[Input records Boundary: Start]

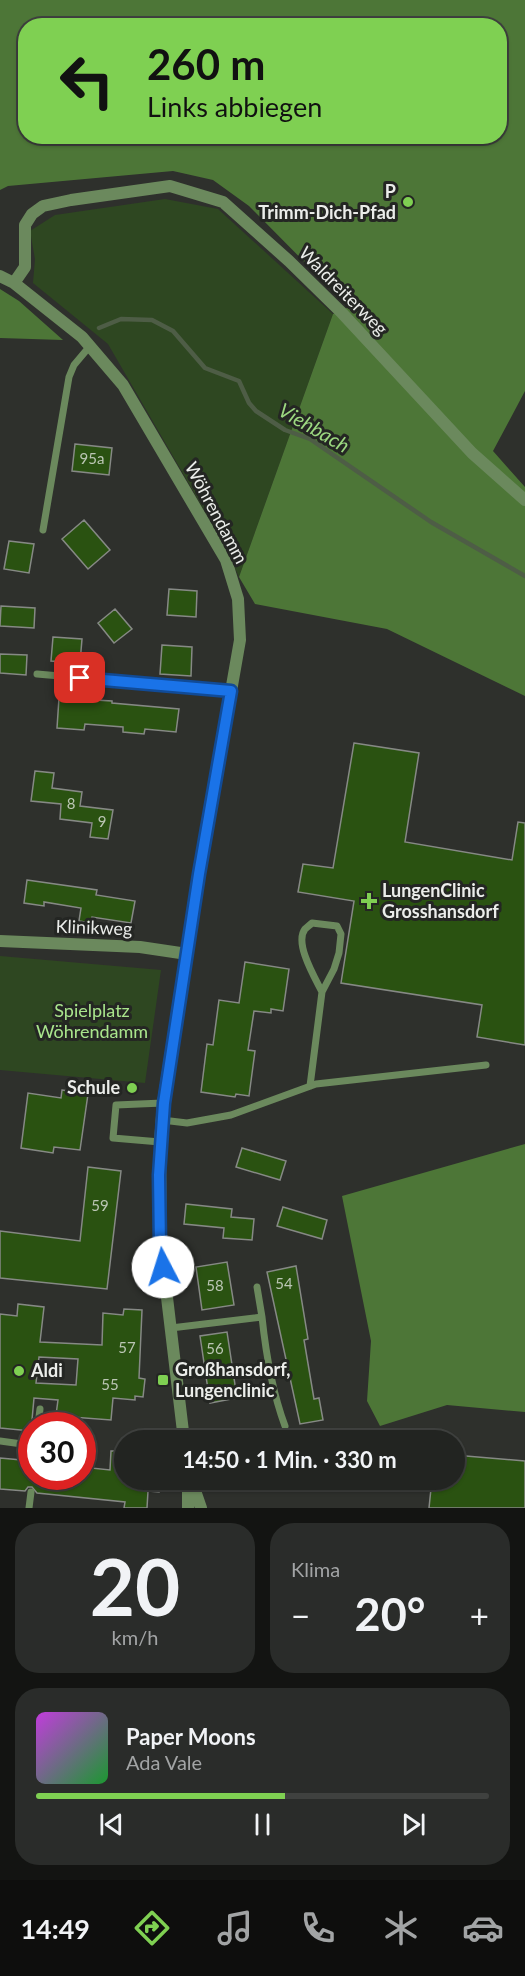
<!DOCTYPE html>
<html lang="de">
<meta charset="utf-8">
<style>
:root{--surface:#222421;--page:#2a2c2a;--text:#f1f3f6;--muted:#a2a4a5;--line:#3f413f;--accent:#7fd052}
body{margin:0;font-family:Lato,sans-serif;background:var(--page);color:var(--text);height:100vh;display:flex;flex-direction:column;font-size:22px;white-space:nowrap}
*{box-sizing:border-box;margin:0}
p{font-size:20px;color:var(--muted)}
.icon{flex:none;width:33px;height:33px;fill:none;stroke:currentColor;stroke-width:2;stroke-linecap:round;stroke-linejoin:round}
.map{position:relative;height:1508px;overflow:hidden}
.panel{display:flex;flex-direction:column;gap:15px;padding:15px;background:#131412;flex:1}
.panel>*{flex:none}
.banner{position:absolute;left:18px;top:18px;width:489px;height:126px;border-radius:24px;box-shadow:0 2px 4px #0004,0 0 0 2px var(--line);background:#7fd052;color:#111;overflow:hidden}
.speed{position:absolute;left:18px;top:1412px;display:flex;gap:12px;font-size:30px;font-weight:700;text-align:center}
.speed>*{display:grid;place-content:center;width:78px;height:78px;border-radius:50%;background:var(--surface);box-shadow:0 2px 4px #0004,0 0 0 2px var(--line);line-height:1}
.speed .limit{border:9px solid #d22;background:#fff;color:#111}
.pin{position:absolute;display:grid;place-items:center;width:51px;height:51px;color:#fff;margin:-26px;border-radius:12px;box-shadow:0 3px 9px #0006}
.me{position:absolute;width:66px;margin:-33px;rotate:355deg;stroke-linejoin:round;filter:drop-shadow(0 0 4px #0008)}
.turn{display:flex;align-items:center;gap:21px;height:126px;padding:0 30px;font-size:27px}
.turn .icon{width:78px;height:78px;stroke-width:2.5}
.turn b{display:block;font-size:42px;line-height:51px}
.big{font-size:45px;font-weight:700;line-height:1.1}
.panel .card{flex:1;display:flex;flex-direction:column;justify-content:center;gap:9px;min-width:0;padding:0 21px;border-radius:24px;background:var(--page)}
.panel .dial{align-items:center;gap:0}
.dial b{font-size:78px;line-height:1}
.song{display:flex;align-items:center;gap:18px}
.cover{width:72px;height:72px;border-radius:9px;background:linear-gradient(135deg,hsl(290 70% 55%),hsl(130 70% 35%))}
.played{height:6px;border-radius:3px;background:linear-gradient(90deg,var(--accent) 55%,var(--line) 55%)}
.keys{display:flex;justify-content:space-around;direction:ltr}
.heat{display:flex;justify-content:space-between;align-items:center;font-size:33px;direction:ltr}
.panel .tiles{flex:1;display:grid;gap:15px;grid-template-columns:1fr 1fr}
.card:last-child{grid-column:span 2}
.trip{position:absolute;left:114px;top:1430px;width:351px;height:60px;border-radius:30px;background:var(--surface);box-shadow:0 2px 4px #0004,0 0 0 2px var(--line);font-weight:700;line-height:60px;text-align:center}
.dock{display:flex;height:96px;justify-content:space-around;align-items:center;background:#0e0e0d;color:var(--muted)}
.dock .icon{width:42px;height:42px}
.dock .active{color:var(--accent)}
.dock b{font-size:27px;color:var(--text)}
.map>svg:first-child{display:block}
.green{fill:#2e4721}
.forest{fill:#4d7637;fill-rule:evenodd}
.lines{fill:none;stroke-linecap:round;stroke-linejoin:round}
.stream{stroke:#4e5d46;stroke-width:4.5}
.building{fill:#2a5211;stroke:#868985;stroke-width:1.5;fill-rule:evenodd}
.service{stroke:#6b895d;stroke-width:7}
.minor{stroke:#6b895d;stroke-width:12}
.route-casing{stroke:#114b97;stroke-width:15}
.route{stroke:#1a73e8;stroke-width:10}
.poi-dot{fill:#7fd052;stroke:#242623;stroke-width:2}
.labels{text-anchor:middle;stroke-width:6;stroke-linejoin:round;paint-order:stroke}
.number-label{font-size:15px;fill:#bbc6b4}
.poi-label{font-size:18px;font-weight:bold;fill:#ebedea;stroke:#242623;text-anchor:start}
.street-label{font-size:18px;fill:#ebedea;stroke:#242623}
.park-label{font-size:18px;fill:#a9e58c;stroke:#242623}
.water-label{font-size:20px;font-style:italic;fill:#9cd880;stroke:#242623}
</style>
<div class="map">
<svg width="525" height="1508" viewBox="0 0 525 1508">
<rect width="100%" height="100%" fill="#2e302c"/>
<!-- green -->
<path class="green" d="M165,199l53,10 115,105 -94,263 -14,-31 -117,-202 -75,-61 2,-24 -5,-28 25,-16z
M0,956l161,14 -16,113 -145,-13z"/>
<!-- forest -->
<path class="forest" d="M0,0h525v391l-32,60 32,36v209l-138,-67 -132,-25 -16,-27 94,-263 16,-7 -100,-101 -36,-26 -40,-9 -165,15 -8,4zM26,26h474v110h-474z
M0,289l19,12 44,39 -63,-2z
M525,1144v268l-78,-7 -67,21 -13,-25 4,-60 -29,-145z"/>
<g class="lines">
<!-- stream -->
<path class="stream" d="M99,328l22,-9 31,1 21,11 32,37 34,13 10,22 7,8 29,19 25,9 121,83 94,54"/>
</g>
<!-- building -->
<path class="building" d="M75,444l37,4 -3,27 -37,-4z
M84,520l26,30 -22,19 -26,-30z
M9,541l25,3 -5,29 -25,-4z
M169,589l28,2 -1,26 -29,-2z
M1,606l34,2 -1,20 -34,-2z
M115,609l17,20 -18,14 -16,-20z
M53,637l29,2 -2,24 -29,-2z
M162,645l30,2 -1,29 -31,-2z
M0,654l27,1 -1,20 -26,-2z
M59,698l53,3v2l67,6 -3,23 -31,-3 -1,5 -21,-2v-5l-38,-3 -1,6 -27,-2z
M354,743l65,10 -14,89 107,18 6,-38 7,1v222l-48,-8 5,-32 -141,-22 13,-82 -56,-9 5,-28 30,4z
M35,771l19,2 -2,15 30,4 -2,14 33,4 -5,29 -18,-2 2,-14 -32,-4 1,-15 -30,-3z
M27,880l70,10 -1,5 39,6 -4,22 -39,-6 -1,6 -12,-2 2,-13 -37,-6v4l-20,-3z
M245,962l44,7 -6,42 -12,-2v4l-17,-2 -6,39 7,1 -6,45 -13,-2 -1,3 -34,-5 6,-48 6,1 6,-45 20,3z
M62,1090l26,4 -8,56 -26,-3 -1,6 -32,-5 7,-55 33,5z
M242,1148l44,13 -6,19 -44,-13z
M88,1167l33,4 -14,118 -107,-11v-47l80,10z
M186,1204l46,5 -1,8 23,2 -2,21 -29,-2 1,-10 -40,-4z
M283,1207l44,13 -5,19 -45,-13z
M227,1262l7,43 -32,5 -6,-43z
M296,1266l12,73 -4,1 10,59 5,-1 4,22 -23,4 -33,-152z
M18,1304l26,3 -4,35 62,3 1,-32 20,2 1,-6 18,1 -3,68 6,1 -2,18 -8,-1v4l-22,-2 -2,22 -39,-3v8h-12l1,-10h-5l2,-15 -24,-2 -3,33 -31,-3v-114l17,2zM39,1357l39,2 -2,26 -40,-2z
M227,1332l10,66 -27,5 -10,-67z
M111,1451h13v28h36l-1,13 -11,-1 -1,17h-23l1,-6 -88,-9 -5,-6h-4l-3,4 -25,-2v-31l32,3v15h50v-9l28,3z
M454,1455l71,6v47h-96l3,-29h22z"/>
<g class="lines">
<!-- service -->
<path class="service" d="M43,530l26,-153 5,-12 16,-19
M37,674l194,17
M310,1086l12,-94 12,-23 5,-16 2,-19 -4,-8 -25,-3c-2,2 -5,4 -7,6 -11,14 10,49 17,63
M162,1120l25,3 44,-8 85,-31 170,-19
M160,1142l-47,-4 3,-33 47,-2
M262,1317c4,38 10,74 23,109
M171,1328l91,-11 -5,-30
M38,1425l2,-16
M0,1441l22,3
M29,1508l2,-16"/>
<!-- minor -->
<path class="minor" d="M0,276l14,7 68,54 41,48 103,175 12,39 2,41 -41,234 -36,229 -3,39 1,105 23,193
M14,283l11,-16v-42l7,-11 11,-8 28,-6 99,-14 53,16 66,59 52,51 131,141 53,47
M0,941l140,6 47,7
M188,1479v29
M191,1479l10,29"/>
</g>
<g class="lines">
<!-- route casing -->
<g class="route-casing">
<path id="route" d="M80,678l151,13 -32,183 -35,229 -5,72 1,72 3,20"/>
</g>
<!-- route -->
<use href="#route" class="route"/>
</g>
<!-- markers -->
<g class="poi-dot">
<circle cx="408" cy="202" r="6"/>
<path d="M366 892h6v6h6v6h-6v6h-6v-6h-6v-6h6z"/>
<circle cx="132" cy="1088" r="6"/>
<circle cx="19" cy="1371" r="6"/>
<rect x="157" y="1374" width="12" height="12" rx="3"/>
</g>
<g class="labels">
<!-- number labels -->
<g class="number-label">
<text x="92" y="464">95a</text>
<text x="71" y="809">8</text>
<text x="102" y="827">9</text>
<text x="100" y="1211">59</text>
<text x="284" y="1289">54</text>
<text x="215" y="1291">58</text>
<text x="127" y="1353">57</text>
<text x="215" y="1354">56</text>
<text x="110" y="1390">55</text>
</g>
<!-- poi labels -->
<g class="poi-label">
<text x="396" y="198" text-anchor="end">P<tspan x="396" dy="21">Trimm-Dich-Pfad</tspan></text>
<text x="382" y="897">LungenClinic<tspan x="382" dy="21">Grosshansdorf</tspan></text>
<text x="120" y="1094" text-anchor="end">Schule</text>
<text x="175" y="1376">Großhansdorf,<tspan x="175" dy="21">Lungenclinic</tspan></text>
<text x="31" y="1377">Aldi</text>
</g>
<!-- street labels -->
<g class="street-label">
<text transform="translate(343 291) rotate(45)" y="6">Waldreiterweg</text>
<text transform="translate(216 513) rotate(62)" y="6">Wöhrendamm</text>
<text transform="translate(94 928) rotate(2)" y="6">Klinikweg</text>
</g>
<!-- park labels -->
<g class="park-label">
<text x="92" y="1017">Spielplatz<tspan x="92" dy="21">Wöhrendamm</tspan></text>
</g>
<!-- water labels -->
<g class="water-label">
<text transform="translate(314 428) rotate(30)" y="7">Viehbach</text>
</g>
</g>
</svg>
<div class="speed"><div class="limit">30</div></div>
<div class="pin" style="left:80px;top:678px;background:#d93025"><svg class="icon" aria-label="arrive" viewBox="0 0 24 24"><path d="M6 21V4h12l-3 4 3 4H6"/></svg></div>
<svg class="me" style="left:163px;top:1267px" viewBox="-20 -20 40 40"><circle r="19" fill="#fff"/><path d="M0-13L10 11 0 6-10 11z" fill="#1a73e8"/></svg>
<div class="trip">14:50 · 1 Min. · 330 m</div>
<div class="banner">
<div class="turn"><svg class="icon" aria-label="left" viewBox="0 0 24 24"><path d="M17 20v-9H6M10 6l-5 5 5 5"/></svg><div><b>260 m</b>Links abbiegen</div></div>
</div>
</div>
<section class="panel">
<div class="tiles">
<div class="card dial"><b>20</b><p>km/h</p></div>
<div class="card"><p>Klima</p>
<div class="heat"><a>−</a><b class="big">20°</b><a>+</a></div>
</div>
<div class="card">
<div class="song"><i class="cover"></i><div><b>Paper Moons</b><p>Ada Vale</p></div></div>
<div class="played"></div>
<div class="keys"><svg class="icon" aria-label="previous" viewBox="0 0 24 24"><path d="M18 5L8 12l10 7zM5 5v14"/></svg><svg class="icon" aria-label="pause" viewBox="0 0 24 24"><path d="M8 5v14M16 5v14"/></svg><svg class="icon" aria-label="next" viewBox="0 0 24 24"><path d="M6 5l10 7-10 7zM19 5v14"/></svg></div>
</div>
</div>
</section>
<nav class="dock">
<b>14:49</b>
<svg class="icon active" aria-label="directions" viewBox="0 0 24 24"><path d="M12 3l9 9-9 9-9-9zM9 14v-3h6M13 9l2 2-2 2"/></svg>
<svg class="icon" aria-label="music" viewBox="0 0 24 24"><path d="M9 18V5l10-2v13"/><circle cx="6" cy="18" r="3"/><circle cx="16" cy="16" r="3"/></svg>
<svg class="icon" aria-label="phone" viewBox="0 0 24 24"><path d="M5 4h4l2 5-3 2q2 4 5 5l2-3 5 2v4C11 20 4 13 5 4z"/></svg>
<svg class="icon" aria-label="climate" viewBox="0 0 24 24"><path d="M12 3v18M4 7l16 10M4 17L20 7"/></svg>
<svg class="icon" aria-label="car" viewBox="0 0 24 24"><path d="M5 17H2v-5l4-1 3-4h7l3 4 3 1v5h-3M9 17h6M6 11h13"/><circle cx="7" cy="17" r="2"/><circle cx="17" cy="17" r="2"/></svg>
</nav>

[Input records Boundary: End]

Go through the listing above and copy each line that contains "evenodd".

.forest{fill:#4d7637;fill-rule:evenodd}
.building{fill:#2a5211;stroke:#868985;stroke-width:1.5;fill-rule:evenodd}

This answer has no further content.